Bechdel came out in 1980 at 19 years old.
“In many ways my life, my professional career, has been a reaction to my father’s life, his life of secrecy,” she said. “I threw myself into the gay community, into this life as a lesbian cartoonist, deciding I was going to be a professional lesbian. In a way, that was all my way of healing myself.”
In 2006, Bechdel created a graphic book about her own coming out and her father’s death, which she thinks could have been a suicide, called Fun Home. It is now a Broadway play with five Tony Awards under its belt, including one for best musical.
Bechdel said she came out from reading books, not actual experiences with people.

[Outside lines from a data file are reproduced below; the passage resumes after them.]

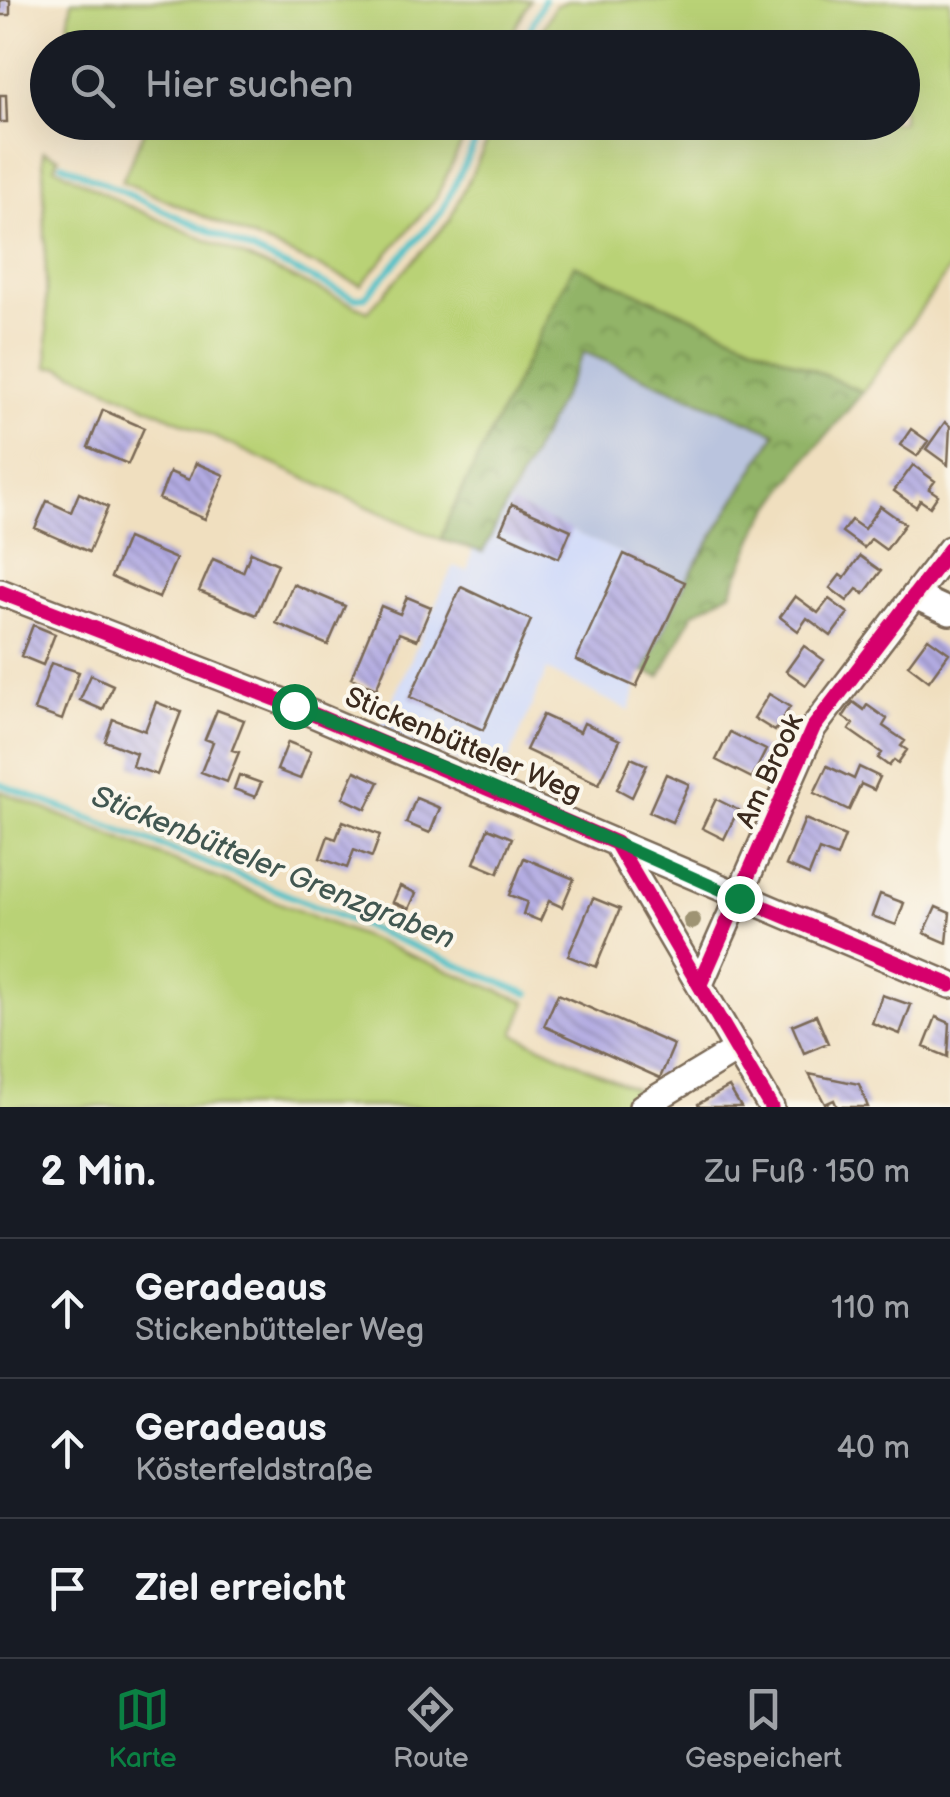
<!DOCTYPE html>
<html lang="de">
<meta charset="utf-8">
<style>
body{margin:0;font-family:"Balsamiq Sans",sans-serif;background:#20242c;color:#f1f3f6}
.stop{position:absolute;width:30px;height:30px;margin:-22px;border:8px solid #0b8043;border-radius:50%;background:#fff}
.stop.end{background:#0b8043;border-color:#fff;box-shadow:0 2px 10px #0008}
.list{margin:0;padding:0;list-style:none}
h2{display:flex;justify-content:space-between;align-items:center;height:130px;margin:0;padding:0 40px;font-size:42px}
h2 small{font-size:32px;font-weight:400;color:#9ea1a6}
.list li{display:grid;grid-template-columns:65px 1fr auto;gap:30px;align-items:center;box-sizing:border-box;height:140px;padding:0 40px;border-top:2px solid #363941}
.list b{display:block;font-size:38px;white-space:nowrap}
.list p{margin:0;font-size:32px;white-space:nowrap;color:#9ea1a6}
.list em{font-size:32px;font-style:normal;color:#9ea1a6}
.icon{flex:none;width:55px;height:55px;fill:none;stroke:currentColor;stroke-width:2;stroke-linecap:round;stroke-linejoin:round}
.map{position:relative;flex:none;width:950px;height:1107px;overflow:hidden}
.search{position:absolute;background:#171b24;box-shadow:0 10px 40px #0002;left:30px;right:30px;top:30px;height:110px;display:flex;align-items:center;gap:25px;box-sizing:border-box;padding:0 35px;border-radius:55px;color:#9ea1a6;font-size:38px}
.sheet{height:550px;background:#171b24}
nav{display:flex;justify-content:space-around;align-items:center;box-sizing:border-box;height:140px;border-top:2px solid #363941;background:#171b24;font-size:28px;color:#9ea1a6}
nav a{display:grid;justify-items:center;gap:5px}
nav .on{color:#0b8043}
.map>svg:first-child{display:block}
</style>
<div class="map">
<svg width="950" height="1107" viewBox="0 0 950 1107">
<defs>
<pattern id="forest-crowns" width="20" height="18" patternUnits="userSpaceOnUse" patternTransform="scale(2.5)"><rect width="20" height="18" fill="#92b467"/><path d="M2 6a3 3 0 1 1 6 0M12 15a3 3 0 1 1 6 0" fill="none" stroke="#789354"/></pattern>
<pattern id="building-back-hatch" width="6" height="6" patternUnits="userSpaceOnUse" patternTransform="scale(2.5)"><rect width="6" height="6" fill="#b2abe2"/><path d="M-1 5l2 2M0 0l6 6M5-1l2 2" fill="none" stroke="#928bb7"/></pattern>
</defs>
<rect width="100%" height="100%" fill="#fbf7ec"/>
<filter id="ink" filterUnits="userSpaceOnUse"><feTurbulence type="fractalNoise" baseFrequency=".01" numOctaves="2"/><feDisplacementMap in="SourceGraphic" scale="20" xChannelSelector="R" yChannelSelector="G"/><feConvolveMatrix kernelMatrix="1 2 1 2 8 2 1 2 1" color-interpolation-filters="sRGB"/></filter>
<filter id="wash" filterUnits="userSpaceOnUse"><feTurbulence type="fractalNoise" baseFrequency=".0048" numOctaves="4" result="noise"/><feDisplacementMap in="SourceGraphic" scale="40" xChannelSelector="R" yChannelSelector="G"/><feGaussianBlur stdDeviation="2.25" result="paint"/><feColorMatrix in="noise" values="0 0 0 0 0 0 0 0 0 0 0 0 0 0 0 0 0 1.4 0 .05"/><feComposite in="paint" operator="in"/></filter>
<g filter="url(#wash)">
<rect width="100%" height="100%" fill="#f0dfbf"/>
<path fill="#d0daf9" d="M509 503 685 582 636 687 630 711 547 670 501 778 379 730 453 566 468 571 472 550 483 552Z"/>
<path fill="#bac4de" d="M584 352 776 433 685 582 509 503Z"/>
<path fill="#b9d276" stroke="#7a7e4a" stroke-width="2.5" d="M72 0H530L505 47 137 48 68 25Z
M570 0H950V268L863 392 574 265 447 521 441 540 60 367H48L43 151 59 157 55 167 124 204 368 311 449 221 496 123 902 122V48L534 47 555 6Z
M148 123V122L471 123 436 198 361 285 122 181Z
M0 791 527 1002 514 1034 646 1094 622 1107H0Z"/>
<path fill="url(#forest-crowns)" stroke="#666f42" stroke-width="2.5" d="M574 265 863 392 803 463 760 524 731 592 693 613 660 677 644 671 685 582 776 433 584 352 483 552 441 540 447 521Z"/>
<g fill="none" stroke-linecap="round" stroke-linejoin="round">
<path stroke="#53c1c7" stroke-width="6" d="M521 48 544 0
M62 164 355 298 365 297 441 213 485 122
M0 784 266 886 529 994"/>
</g>
<g id="blocks">
<path fill="url(#building-back-hatch)" d="M0 0H10V15H0Z
M0 95H6L7 122H0Z
M103 410 144 428 128 464 88 447Z
M945 422 950 426 948 465 926 449Z
M911 429 928 441 917 456 900 445Z
M196 463 224 475 205 519 159 499 170 472 189 480Z
M913 465 935 481 929 489 938 495 930 507 920 500 916 507 894 491Z
M79 493 108 507 89 552 35 528 47 501 71 512Z
M512 504 571 530 559 558 500 532Z
M880 506 905 524 886 550 871 539 864 548 842 532 851 520 864 529Z
M127 538 176 559 159 598 111 577Z
M251 552 278 564 256 615 199 591 213 559 243 572Z
M624 554 685 582 636 687 576 660Z
M860 556 881 571 864 594 857 589 847 601 830 588 840 575 844 578Z
M293 584 345 606 328 645 276 623Z
M461 587 531 620 483 730 410 697Z
M795 596 818 613 829 599 848 613 831 636 807 618 798 631 780 617Z
M407 597 431 607 417 640 399 633 376 689 351 678 381 606 400 614Z
M33 625 55 634 43 665 21 656Z
M928 638 949 653 929 681 908 665Z
M804 646 824 660 806 685 786 671Z
M51 663 79 672 62 720 34 710Z
M91 675 113 685 103 710 80 700Z
M769 694 790 707 775 731 754 718Z
M156 702 181 712 157 775 132 766 136 753 105 741 113 719 145 731Z
M853 702 864 710 867 705 887 719 883 726 905 741 901 746 907 750 898 763 894 760 889 766 878 758 882 753 849 730 853 724 843 717Z
M217 710 244 720 232 750 239 752 227 782 201 772 213 742 205 739Z
M543 715 580 732 584 723 620 740 599 784 526 750Z
M730 732 766 750 752 778 716 760Z
M288 742 311 751 300 779 277 770Z
M631 758 647 765 632 797 617 789Z
M827 766 854 779 859 767 880 777 874 790 861 784 849 810 814 793Z
M355 771 379 782 366 809 343 798Z
M666 774 689 784 672 822 649 812Z
M239 775 261 783 255 797 234 789Z
M416 798 440 808 430 833 406 823Z
M716 799 738 810 724 839 702 828Z
M805 819 845 836 837 857 819 850 809 875 786 865Z
M343 821 380 835 372 857 354 850 347 868 320 858 328 836 336 839Z
M488 828 512 838 498 873 474 863Z
M524 858 574 879 562 907 549 901 540 921 523 914 527 902 509 895Z
M400 886 416 893 409 909 393 902Z
M880 894 904 903 896 925 872 916Z
M593 898 620 909 596 967 568 956Z
M936 907 950 913 947 943 924 933Z
M558 994 674 1045 660 1078 544 1026Z
M882 995 911 1005 900 1034 872 1023Z
M816 1015 828 1043 804 1053 792 1025Z
M936 1017 950 1023 948 1057 924 1047Z
M809 1074 859 1084 868 1107H837L834 1100 825 1104Z
M729 1087 741 1107H699L698 1104Z"/>
</g>
</g>
<g filter="url(#ink)">
<use href="#blocks" fill-opacity="0" stroke="#7a6956" stroke-width="2.5"/>
<g fill="none" stroke-linecap="round" stroke-linejoin="round">
<g stroke="#7a6956" stroke-width="30">
<path id="minor" d="M0 592 294 706 616 843 771 1107
M915 596 950 612
M616 843 950 985
M700 984 813 728 950 549
M642 1107 738 1049"/>
</g>
<use href="#minor" stroke="#fff" stroke-width="25"/>
<g stroke="#fbf7ec" stroke-width="21">
<path id="cycleway" d="M0 592 294 706 616 843 771 1107
M739 897 950 985
M700 984 813 728 950 549"/>
</g>
<use href="#cycleway" stroke="#d6006c" stroke-width="15"/>
</g>
<circle fill="#9e9373" cx="692" cy="921" r="9"/>
</g>
<g fill="none" stroke-linecap="round" stroke-linejoin="round" filter="url(#ink)">
<path stroke="#0b8043" stroke-width="12" d="M294 706 486 785 739 898"/>
</g>
<g text-anchor="middle" dominant-baseline="central" stroke-width="8" stroke-linejoin="round" paint-order="stroke">
<g font-size="28" fill="#3b2a1e" stroke="#fbf7ec">
<text transform="translate(463 745) rotate(23)">Stickenbütteler Weg</text>
<text transform="translate(770 771) rotate(-65)">Am Brook</text>
</g>
<g font-size="30" font-style="italic" fill="#425751" stroke="#fbf7ec">
<text transform="translate(273 868) rotate(22)">Stickenbütteler Grenzgraben</text>
</g>
</g>
</svg>
<div class="stop" style="left:294px;top:706px"></div>
<div class="stop end" style="left:739px;top:898px"></div>
<div class="search"><svg class="icon" aria-label="search" viewBox="0 0 24 24"><circle cx="10" cy="10" r="6"/><path d="M15 15l6 6"/></svg>Hier suchen</div>
</div>
<section class="sheet">
<h2>2 Min.<small>Zu Fuß · 150 m</small></h2>
<ul class="list">
<li><svg class="icon" aria-label="ahead" viewBox="0 0 24 24"><path d="M12 20V5M6 11l6-6 6 6"/></svg><div><b>Geradeaus</b><p>Stickenbütteler Weg</p></div><em>110 m</em></li>
<li><svg class="icon" aria-label="ahead" viewBox="0 0 24 24"><path d="M12 20V5M6 11l6-6 6 6"/></svg><div><b>Geradeaus</b><p>Kösterfeldstraße</p></div><em>40 m</em></li>
<li><svg class="icon" aria-label="arrive" viewBox="0 0 24 24"><path d="M6 21V4h12l-3 4 3 4H6"/></svg><div><b>Ziel erreicht</b></div></li>
</ul>
</section>
<nav>
<a class="on"><svg class="icon" aria-label="map" viewBox="0 0 24 24"><path d="M3 6l6-2 6 2 6-2v14l-6 2-6-2-6 2zM9 4v14M15 6v14"/></svg>Karte</a>
<a><svg class="icon" aria-label="directions" viewBox="0 0 24 24"><path d="M12 3l9 9-9 9-9-9zM9 14v-3h6M13 9l2 2-2 2"/></svg>Route</a>
<a><svg class="icon" aria-label="saved" viewBox="0 0 24 24"><path d="M7 4h10v16l-5-4-5 4z"/></svg>Gespeichert</a>
</nav>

“I had this very formative moment: I was browsing in my college bookstore and I found this book called Word is Out,” she said. “It was a book about a documentary film that had been made which was interviews with a bunch of gay men and lesbians. I think it was made in the late ‘70s. I was spellbound by this book and as I was reading it, I had this simultaneous realization that, ‘Oh my God, I am one of these people in the book,’ and also that it was okay. Just like that, I accepted it in myself. I didn’t have any long period of struggle.”
Not all are impressed with Fun Home, however. Some students at Duke University who were assigned to read the book over the summer refused to do so because of its “sexual themes and use of nudity.”
“I feel as if I would have to compromise my personal and moral beliefs to read it,” incoming freshman Brian Grasso said.
Another student said the nature of the novel “means that content that I might have consented to read in print now violates my conscience due to its pornographic nature.”
Though the reading was voluntary, a Duke spokesman said he hoped that “students will begin their time at Duke with open minds and a willingness to explore new ideas, whether they agree with them or not.”